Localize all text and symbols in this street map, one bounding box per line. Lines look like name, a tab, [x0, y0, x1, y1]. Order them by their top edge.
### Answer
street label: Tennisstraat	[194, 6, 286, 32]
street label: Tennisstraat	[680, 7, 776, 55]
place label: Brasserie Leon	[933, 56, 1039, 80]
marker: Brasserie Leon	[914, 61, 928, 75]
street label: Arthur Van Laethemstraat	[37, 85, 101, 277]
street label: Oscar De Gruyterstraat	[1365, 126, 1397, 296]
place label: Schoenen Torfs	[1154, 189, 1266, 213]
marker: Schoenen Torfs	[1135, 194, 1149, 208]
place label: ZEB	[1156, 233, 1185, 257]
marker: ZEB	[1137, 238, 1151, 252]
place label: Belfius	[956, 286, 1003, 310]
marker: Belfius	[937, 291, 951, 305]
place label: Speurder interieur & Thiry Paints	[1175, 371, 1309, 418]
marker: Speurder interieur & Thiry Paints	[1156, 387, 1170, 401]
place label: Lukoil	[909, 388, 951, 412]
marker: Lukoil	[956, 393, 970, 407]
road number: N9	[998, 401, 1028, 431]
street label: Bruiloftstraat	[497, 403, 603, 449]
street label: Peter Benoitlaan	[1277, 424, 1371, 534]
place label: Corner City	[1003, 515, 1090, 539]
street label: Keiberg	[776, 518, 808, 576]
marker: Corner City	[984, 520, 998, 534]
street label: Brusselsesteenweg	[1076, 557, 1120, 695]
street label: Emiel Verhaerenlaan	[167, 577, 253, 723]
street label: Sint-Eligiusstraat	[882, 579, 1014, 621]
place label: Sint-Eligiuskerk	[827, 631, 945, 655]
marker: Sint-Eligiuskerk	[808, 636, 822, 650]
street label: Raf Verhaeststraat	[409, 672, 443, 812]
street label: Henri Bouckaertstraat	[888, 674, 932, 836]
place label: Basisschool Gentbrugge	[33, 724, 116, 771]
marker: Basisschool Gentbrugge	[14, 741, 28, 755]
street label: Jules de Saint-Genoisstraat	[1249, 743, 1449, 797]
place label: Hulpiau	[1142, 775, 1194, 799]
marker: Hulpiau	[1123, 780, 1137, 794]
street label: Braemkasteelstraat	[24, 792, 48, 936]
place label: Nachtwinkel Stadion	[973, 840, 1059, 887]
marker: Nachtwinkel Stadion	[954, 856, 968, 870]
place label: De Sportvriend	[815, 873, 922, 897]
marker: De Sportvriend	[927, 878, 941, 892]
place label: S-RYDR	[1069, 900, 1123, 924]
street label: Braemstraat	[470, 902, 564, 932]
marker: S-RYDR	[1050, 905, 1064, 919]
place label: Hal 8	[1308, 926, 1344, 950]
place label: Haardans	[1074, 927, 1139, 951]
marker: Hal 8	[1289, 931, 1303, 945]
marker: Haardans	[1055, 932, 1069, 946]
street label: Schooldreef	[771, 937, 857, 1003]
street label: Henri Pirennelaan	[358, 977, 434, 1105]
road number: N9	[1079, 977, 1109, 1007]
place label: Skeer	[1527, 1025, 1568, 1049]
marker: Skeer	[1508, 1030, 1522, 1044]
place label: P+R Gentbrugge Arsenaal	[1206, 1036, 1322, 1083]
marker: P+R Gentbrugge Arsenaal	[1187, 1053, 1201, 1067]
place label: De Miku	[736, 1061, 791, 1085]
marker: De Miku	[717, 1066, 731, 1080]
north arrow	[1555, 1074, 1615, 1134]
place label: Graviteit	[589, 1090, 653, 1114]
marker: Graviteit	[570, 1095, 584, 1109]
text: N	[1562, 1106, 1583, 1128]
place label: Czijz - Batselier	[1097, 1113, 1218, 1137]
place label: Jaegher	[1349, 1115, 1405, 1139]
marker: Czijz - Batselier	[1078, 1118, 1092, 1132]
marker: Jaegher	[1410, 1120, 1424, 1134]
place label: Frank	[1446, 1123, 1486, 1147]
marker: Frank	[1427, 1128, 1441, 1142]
==========
Your answer should be a single number: the count of lines in the records that contain "road".

2